Work to be completed
Each line of the data below containing "heat" needs to be listed.

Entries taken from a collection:
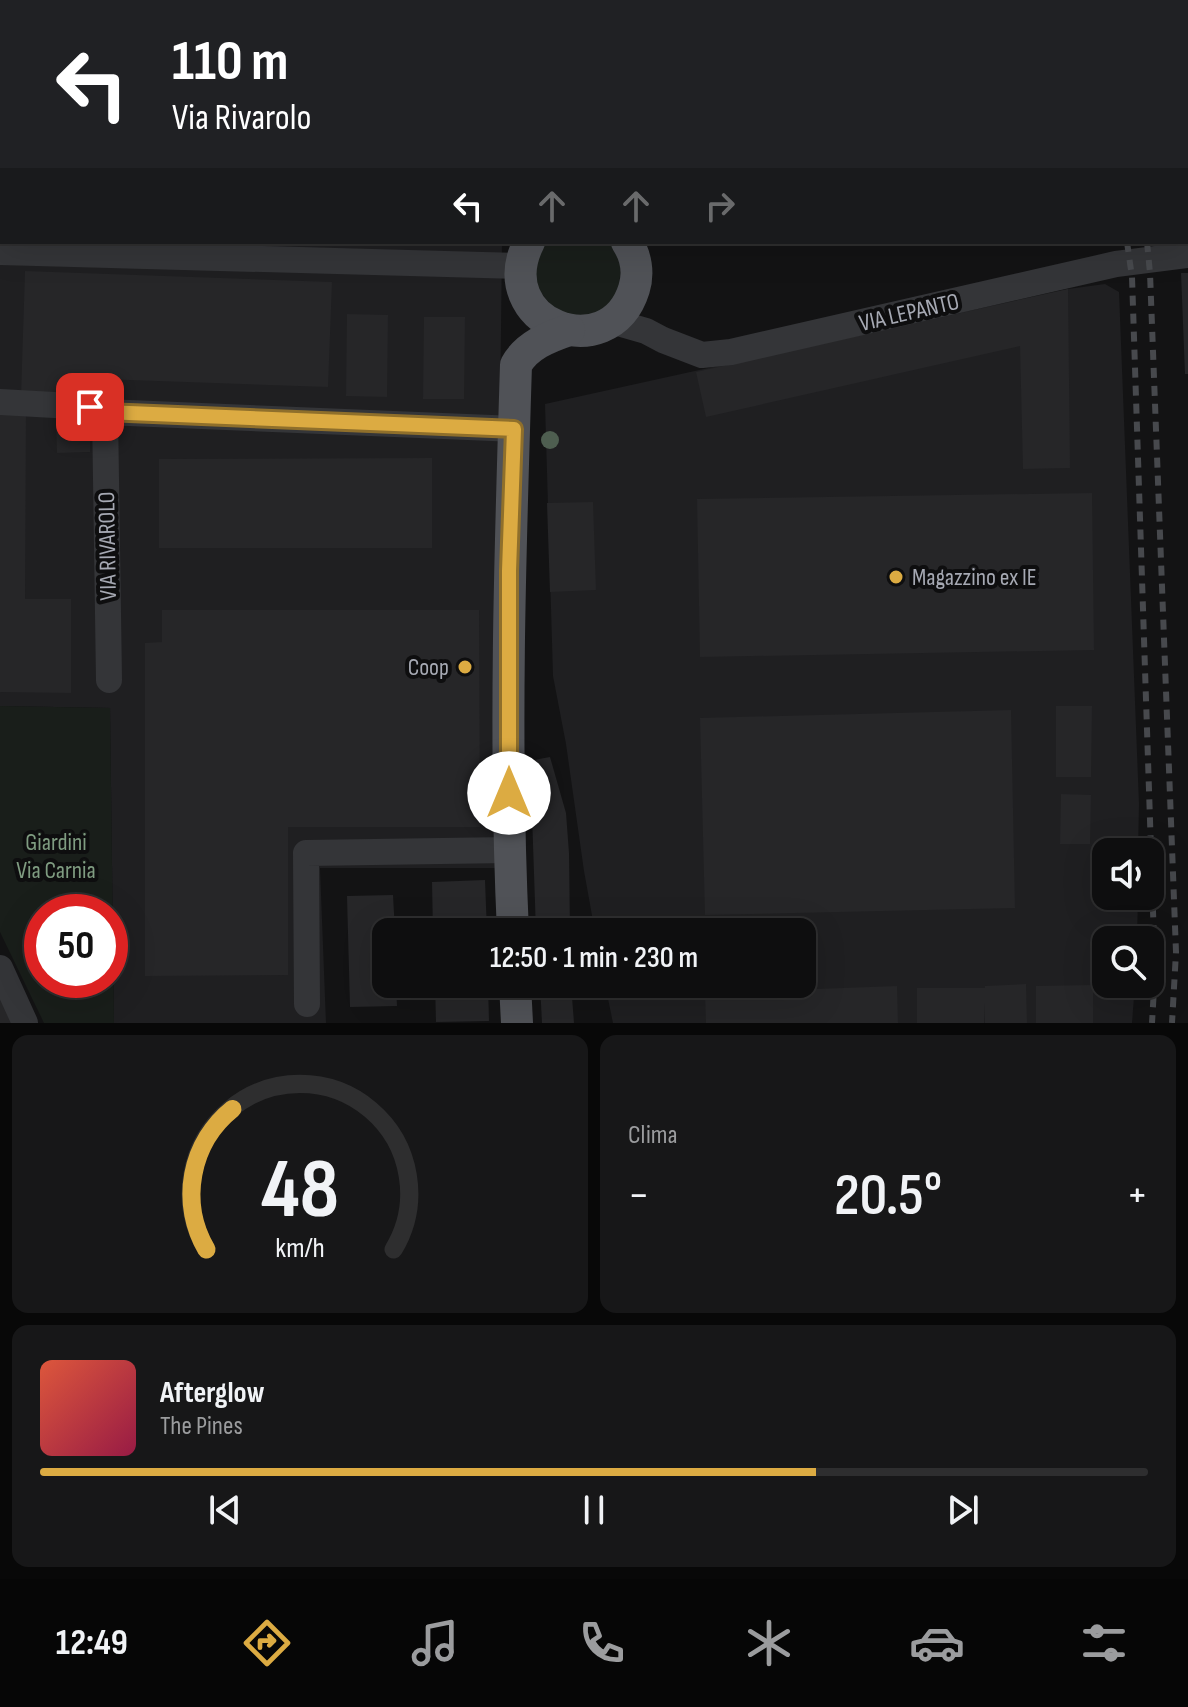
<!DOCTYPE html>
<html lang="it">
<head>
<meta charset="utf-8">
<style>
	:root { --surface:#0e0e0f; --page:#171718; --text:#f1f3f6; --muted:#9b9c9e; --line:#2e2e2f; --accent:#dcab42 }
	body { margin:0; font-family:"Sofia Sans Condensed",sans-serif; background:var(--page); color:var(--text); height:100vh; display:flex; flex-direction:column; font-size:30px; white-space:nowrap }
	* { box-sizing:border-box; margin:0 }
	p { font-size:26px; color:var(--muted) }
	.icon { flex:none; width:44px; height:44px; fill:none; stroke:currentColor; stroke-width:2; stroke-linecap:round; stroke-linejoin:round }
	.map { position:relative; height:1023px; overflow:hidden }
	.drawer { display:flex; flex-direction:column; gap:12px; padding:12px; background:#080808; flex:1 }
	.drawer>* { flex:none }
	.guide { position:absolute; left:0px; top:0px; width:1188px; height:244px; box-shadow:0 8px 32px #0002,0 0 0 2px var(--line); background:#202124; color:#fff; overflow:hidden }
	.buttons { position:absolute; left:1092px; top:838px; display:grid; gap:16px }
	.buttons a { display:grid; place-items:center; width:72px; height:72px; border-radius:16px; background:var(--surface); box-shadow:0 8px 32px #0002,0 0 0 2px var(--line); font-size:40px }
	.speed { position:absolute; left:24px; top:894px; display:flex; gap:16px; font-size:40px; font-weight:700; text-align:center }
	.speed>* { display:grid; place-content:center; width:104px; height:104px; border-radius:50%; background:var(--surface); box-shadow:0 8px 32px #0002,0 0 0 2px var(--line); line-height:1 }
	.speed .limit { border:12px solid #d22; background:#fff; color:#111 }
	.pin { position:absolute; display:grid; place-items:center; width:68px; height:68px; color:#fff; margin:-34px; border-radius:16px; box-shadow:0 4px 12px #0006 }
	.me { position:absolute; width:88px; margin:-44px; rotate:0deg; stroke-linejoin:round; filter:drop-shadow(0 0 6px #0008) }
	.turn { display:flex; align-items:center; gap:28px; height:168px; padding:0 40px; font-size:36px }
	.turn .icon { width:104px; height:104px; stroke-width:2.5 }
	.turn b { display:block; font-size:56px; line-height:68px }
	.lanes { display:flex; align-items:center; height:76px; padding:0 40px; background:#0003; justify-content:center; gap:40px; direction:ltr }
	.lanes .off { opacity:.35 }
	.big { font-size:60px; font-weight:600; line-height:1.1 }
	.drawer .tile { flex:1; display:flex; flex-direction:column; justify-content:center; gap:12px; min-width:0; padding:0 28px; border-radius:16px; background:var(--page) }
	.drawer .dial { align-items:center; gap:0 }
	.dial svg { height:208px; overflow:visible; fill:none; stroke:var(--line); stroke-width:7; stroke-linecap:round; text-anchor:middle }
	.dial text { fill:var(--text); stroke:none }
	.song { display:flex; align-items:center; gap:24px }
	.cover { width:96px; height:96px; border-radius:12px; background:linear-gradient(135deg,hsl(10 70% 55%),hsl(340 70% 35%)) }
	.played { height:8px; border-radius:4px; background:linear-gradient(90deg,var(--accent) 70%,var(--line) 70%) }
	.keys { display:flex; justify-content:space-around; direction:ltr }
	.heat { display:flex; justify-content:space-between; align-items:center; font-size:44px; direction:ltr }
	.drawer .tiles { flex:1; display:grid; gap:12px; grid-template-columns:1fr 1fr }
	.tile:last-child { grid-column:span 2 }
	.trip { position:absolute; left:372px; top:918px; width:444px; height:80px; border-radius:16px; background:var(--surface); box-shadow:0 8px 32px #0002,0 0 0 2px var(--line); font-weight:600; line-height:80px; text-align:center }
	.menu { display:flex; height:128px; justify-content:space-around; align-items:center; background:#060606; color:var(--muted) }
	.menu .icon { width:56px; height:56px }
	.menu .current { color:var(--accent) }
	.menu b { font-size:36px; color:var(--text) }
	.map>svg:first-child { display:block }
</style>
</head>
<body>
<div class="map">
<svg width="1188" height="1023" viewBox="0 0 1188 1023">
	<rect width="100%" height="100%" fill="#131314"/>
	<g fill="#1f1f21">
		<polygon points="0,0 505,0 505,2 2,2 2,242 502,242 495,868 320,868 326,1023 114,1023 110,708 0,706"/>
		<polygon points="1105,284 1119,292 1139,804 1138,852 1106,852 1106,896 1138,896 1137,940 1106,940 1106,984 1135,984 1132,1023 613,1023 605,984 802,984 802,932 595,932 584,871 566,744 553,676 545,404 1068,289"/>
	</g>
	<g fill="#191e1a" fill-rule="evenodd">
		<polygon points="537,242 621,242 623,245 617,308 567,324 526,275"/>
		<path d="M0,706L110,708L114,1023H44L0,932ZM110,912V980H42V912Z"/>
	</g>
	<g fill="#262628">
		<polygon points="25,271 332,282 328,387 73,378 72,397 21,396"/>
		<polygon points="1181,273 1188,273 1188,374 1185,374"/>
		<polygon points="1068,289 1070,468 1023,469 1020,346 706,417 696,372"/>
		<polygon points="347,314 388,315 387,397 346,396"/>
		<polygon points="424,317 465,317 464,399 423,399"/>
		<polygon points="0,411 26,411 25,599 71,599 71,693 0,692"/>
		<polygon points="90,418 90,452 57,453 56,419"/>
		<polygon points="432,458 432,548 159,548 159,459"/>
		<polygon points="1092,493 1094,650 700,657 697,499"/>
		<polygon points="593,502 596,590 550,592 547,503"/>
		<polygon points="162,610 479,610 480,827 288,827 288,975 145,976 145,643 162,642"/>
		<polygon points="1056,706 1092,706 1091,777 1056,777"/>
		<polygon points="1011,710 1015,908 705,915 700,718"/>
		<polygon points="550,757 566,813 569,853 570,932 536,932 531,785 528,761"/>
		<polygon points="1061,794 1091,795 1090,844 1060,844"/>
		<polygon points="485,880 487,932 433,932 432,882"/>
		<polygon points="393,895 395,932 386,932 386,984 396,984 397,1006 350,1007 347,896"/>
		<polygon points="435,984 488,984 489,1021 436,1022"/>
		<polygon points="540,984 571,984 574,1023 542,1023"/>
		<polygon points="1026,984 1027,1023 985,1023 985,1002 984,1023 917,1023 917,988 985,988 985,986"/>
		<polygon points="1093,985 1093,1023 1036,1023 1036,986"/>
		<polygon points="897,986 898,1023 706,1023 705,993"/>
		<polygon points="0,994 14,1023 0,1023"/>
	</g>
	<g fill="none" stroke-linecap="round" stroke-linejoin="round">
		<g stroke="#343538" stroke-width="26">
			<polyline points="0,252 520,266"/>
			<polyline points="611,321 646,331 663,340 702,355 731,352 1116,264 1188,255"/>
			<polyline points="0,402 90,407 105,412 514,429"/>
			<polyline points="105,412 109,680"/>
			<polyline points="0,968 25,1023"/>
			<polyline points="307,1004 306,853 509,850"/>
		</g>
		<g stroke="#505257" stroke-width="32">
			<polyline points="518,2 518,0"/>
			<path d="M529,242C488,323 609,369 634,289C639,273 636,256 627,242"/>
			<path d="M513,932C504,743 510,554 516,365C526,346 548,337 569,330"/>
			<polyline points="515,984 517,1023"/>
		</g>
		<g stroke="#47494d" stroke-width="6" stroke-dasharray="10 8" stroke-linecap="butt">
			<polyline points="1098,0 1098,2"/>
			<polyline points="1124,0 1125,2"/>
			<polyline points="1127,242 1132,277 1155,971 1152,1023"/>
			<polyline points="1147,242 1150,273 1176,952 1172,1023"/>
		</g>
	</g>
	<circle fill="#4e5e50" cx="550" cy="440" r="9"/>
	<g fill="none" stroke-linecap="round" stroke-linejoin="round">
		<defs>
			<polyline id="route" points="90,407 105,412 514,429 509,571 509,793"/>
		</defs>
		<use href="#route" stroke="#8f6f2b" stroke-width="20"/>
		<use href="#route" stroke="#dcab42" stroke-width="14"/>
	</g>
	<g fill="#dcab42" stroke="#0e0e0f" stroke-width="3">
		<circle cx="896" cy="577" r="8"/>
		<circle cx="465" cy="667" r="8"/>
	</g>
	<g text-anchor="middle" stroke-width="8" stroke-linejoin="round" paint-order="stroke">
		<g font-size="24" fill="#a6a9b3" stroke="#0e0e0f">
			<text transform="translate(909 312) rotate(-13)" y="8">VIA LEPANTO</text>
			<text transform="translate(107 546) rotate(-91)" y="8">VIA RIVAROLO</text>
		</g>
		<g font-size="24" fill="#a6a9b3" stroke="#0e0e0f" text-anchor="start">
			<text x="912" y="585">Magazzino ex IE</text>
			<text x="449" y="675" text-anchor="end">Coop</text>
		</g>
		<g font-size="24" fill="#7f9c81" stroke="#0e0e0f">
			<text x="56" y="850">Giardini<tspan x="56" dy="28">Via Carnia</tspan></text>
		</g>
	</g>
</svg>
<div class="buttons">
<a><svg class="icon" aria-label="sound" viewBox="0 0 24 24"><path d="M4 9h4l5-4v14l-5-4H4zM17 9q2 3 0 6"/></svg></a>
<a><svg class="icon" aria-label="search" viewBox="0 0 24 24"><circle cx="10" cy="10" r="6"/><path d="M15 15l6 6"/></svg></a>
</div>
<div class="speed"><div class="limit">50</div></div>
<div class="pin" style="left:90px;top:407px;background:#d93025"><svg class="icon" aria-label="arrive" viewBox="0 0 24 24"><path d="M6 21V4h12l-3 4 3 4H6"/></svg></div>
<svg class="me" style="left:509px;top:793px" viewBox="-20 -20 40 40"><circle r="19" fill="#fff"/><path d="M0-13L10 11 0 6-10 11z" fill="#dcab42"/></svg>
<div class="trip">12:50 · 1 min · 230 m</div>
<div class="guide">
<div class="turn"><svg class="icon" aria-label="left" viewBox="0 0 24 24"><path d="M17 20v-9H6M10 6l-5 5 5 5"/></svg><div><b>110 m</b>Via Rivarolo</div></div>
<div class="lanes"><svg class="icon" aria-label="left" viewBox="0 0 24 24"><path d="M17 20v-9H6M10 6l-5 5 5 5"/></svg><svg class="icon off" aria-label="ahead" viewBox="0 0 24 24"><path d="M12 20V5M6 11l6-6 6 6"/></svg><svg class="icon off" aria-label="ahead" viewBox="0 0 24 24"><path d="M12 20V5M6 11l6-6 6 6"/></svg><svg class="icon off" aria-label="right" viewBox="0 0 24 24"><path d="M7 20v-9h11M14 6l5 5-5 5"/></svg></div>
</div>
</div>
<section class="drawer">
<div class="tiles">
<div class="tile dial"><svg viewBox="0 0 100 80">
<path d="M14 69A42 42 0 1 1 86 69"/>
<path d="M14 69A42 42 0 0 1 24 15" stroke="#dcab42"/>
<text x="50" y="56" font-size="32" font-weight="700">48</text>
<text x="50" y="72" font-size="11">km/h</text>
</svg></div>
<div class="tile"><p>Clima</p>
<div class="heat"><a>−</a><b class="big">20.5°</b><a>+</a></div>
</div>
<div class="tile">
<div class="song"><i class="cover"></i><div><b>Afterglow</b><p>The Pines</p></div></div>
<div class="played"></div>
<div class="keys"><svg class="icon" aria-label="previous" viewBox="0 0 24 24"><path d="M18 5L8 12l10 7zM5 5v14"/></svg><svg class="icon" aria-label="pause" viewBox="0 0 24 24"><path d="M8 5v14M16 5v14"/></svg><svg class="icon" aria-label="next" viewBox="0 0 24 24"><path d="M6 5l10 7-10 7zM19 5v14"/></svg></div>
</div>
</div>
</section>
<nav class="menu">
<b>12:49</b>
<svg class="icon current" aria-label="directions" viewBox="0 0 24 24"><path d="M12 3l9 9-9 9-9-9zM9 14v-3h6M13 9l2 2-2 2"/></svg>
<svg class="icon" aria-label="music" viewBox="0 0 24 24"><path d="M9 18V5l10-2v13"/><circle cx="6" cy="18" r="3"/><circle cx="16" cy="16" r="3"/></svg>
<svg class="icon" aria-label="phone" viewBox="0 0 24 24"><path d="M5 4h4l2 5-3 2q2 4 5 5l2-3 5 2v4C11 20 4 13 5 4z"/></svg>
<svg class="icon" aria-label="climate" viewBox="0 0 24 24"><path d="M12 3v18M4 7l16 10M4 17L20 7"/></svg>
<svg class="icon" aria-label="car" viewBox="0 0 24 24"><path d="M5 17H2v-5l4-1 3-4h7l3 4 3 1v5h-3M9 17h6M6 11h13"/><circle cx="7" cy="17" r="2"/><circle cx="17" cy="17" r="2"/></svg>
<svg class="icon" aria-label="filters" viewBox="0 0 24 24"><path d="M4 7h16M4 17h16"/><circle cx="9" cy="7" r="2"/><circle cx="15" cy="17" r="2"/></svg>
</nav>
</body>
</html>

Task response
	.heat { display:flex; justify-content:space-between; align-items:center; font-size:44px; direction:ltr }
<div class="heat"><a>−</a><b class="big">20.5°</b><a>+</a></div>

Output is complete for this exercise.